> EXERCISE GOAL
Copy each line below containing "Спутник".

> RECORDS FOR THIS EXERCISE
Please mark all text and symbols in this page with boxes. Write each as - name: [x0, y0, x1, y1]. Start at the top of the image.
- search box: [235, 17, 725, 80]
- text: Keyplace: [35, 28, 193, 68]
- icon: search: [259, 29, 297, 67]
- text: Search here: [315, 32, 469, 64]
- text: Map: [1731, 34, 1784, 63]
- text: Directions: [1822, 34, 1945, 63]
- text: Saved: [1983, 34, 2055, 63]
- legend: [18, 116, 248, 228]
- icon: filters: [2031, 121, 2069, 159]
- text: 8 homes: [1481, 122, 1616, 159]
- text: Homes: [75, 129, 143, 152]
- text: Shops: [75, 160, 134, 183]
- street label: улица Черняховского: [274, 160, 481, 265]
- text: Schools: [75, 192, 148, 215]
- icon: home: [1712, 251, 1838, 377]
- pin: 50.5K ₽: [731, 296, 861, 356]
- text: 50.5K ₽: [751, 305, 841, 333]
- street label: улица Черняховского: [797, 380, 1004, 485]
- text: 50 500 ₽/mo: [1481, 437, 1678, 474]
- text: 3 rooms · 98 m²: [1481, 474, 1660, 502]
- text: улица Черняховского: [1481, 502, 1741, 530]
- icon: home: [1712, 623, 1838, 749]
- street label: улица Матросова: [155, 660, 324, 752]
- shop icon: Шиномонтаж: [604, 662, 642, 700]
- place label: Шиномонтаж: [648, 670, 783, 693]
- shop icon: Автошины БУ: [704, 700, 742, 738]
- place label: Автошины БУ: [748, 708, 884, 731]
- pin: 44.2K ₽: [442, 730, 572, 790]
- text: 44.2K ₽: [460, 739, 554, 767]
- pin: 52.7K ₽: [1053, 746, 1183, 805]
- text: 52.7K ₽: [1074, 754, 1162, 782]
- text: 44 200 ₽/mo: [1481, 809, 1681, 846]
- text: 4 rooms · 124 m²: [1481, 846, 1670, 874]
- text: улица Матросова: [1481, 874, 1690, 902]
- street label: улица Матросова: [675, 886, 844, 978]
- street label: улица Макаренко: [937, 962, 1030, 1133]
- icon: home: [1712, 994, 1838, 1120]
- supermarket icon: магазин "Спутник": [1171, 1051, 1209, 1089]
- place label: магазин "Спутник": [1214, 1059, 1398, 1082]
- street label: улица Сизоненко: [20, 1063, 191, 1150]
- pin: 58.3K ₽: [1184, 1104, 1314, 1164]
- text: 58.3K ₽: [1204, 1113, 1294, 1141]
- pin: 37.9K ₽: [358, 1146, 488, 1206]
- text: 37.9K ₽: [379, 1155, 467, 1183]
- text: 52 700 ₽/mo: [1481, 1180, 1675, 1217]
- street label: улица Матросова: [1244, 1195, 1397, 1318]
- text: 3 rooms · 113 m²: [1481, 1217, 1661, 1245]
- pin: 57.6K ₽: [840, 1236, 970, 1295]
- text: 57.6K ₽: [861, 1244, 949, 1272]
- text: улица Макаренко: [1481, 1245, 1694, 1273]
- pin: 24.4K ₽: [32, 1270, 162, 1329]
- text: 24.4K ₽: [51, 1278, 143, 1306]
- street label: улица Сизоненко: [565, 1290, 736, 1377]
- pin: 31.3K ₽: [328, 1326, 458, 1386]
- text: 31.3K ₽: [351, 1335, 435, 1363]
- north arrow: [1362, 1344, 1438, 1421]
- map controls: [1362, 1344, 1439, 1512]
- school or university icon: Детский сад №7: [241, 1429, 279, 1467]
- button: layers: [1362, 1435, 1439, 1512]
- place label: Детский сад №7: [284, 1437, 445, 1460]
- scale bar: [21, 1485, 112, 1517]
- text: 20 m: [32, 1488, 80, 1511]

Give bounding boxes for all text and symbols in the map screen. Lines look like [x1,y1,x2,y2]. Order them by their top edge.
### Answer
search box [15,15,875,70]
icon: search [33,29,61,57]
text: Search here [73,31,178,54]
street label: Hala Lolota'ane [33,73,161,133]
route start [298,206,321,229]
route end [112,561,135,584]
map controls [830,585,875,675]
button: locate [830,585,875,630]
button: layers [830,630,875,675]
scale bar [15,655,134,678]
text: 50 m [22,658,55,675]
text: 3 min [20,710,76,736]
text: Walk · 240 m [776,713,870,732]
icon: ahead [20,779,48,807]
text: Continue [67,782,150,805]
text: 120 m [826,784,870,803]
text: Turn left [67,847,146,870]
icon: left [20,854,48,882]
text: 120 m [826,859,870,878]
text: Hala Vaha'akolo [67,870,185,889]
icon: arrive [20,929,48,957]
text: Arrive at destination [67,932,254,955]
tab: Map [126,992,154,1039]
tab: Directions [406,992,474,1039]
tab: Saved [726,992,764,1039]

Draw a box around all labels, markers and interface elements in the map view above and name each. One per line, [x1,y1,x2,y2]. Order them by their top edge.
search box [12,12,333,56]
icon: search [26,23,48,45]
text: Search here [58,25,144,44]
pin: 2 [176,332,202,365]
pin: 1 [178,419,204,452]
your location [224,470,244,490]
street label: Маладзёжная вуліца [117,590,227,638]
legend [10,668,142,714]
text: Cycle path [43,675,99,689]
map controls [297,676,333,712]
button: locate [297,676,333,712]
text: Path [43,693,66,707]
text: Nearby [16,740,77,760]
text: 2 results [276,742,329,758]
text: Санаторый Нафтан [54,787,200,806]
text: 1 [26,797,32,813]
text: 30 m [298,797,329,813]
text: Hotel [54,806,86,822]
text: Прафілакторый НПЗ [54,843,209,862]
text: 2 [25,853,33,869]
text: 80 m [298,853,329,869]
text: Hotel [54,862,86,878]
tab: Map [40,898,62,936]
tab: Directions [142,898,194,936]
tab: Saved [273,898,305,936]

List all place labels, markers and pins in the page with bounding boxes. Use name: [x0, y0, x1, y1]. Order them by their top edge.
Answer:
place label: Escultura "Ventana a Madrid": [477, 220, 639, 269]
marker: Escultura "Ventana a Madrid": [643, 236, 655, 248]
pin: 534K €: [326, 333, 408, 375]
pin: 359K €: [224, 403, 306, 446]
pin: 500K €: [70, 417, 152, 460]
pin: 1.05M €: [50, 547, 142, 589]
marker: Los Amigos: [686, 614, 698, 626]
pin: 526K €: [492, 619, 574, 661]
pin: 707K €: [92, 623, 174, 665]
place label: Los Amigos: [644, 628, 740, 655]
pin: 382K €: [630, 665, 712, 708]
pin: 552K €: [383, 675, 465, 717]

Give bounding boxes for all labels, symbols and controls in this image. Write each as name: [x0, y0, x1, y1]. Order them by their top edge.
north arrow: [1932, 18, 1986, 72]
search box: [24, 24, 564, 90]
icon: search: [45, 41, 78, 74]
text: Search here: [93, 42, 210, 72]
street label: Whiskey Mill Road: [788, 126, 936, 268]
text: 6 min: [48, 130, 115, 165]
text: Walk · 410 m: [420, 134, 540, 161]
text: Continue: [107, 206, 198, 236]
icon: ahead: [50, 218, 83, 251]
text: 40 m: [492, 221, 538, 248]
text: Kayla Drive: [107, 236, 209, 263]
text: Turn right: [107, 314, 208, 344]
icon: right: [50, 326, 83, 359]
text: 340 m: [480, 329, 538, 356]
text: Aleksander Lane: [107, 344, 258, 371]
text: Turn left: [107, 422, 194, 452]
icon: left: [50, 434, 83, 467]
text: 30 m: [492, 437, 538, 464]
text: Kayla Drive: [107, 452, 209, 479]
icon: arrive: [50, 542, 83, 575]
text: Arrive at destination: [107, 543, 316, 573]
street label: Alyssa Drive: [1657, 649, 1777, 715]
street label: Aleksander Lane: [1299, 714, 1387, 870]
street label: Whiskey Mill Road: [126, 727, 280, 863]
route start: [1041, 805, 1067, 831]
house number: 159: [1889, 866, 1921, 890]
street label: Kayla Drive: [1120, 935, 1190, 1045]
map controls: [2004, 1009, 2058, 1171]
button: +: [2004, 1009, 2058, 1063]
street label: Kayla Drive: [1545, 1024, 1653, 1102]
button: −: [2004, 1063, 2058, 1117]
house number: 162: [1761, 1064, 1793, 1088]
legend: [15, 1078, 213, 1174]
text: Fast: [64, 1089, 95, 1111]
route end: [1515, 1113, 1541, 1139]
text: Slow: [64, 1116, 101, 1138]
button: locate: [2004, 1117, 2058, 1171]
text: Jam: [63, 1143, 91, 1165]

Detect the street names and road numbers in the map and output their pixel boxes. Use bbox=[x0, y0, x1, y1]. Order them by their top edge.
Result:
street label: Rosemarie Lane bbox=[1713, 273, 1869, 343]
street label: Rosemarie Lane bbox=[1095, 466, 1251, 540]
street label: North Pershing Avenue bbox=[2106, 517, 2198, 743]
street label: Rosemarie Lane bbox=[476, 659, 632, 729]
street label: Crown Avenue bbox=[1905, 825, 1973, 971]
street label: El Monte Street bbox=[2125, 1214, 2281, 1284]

> WRITTEN SOLUTION
- supermarket icon: магазин "Спутник": [1171, 1051, 1209, 1089]
- place label: магазин "Спутник": [1214, 1059, 1398, 1082]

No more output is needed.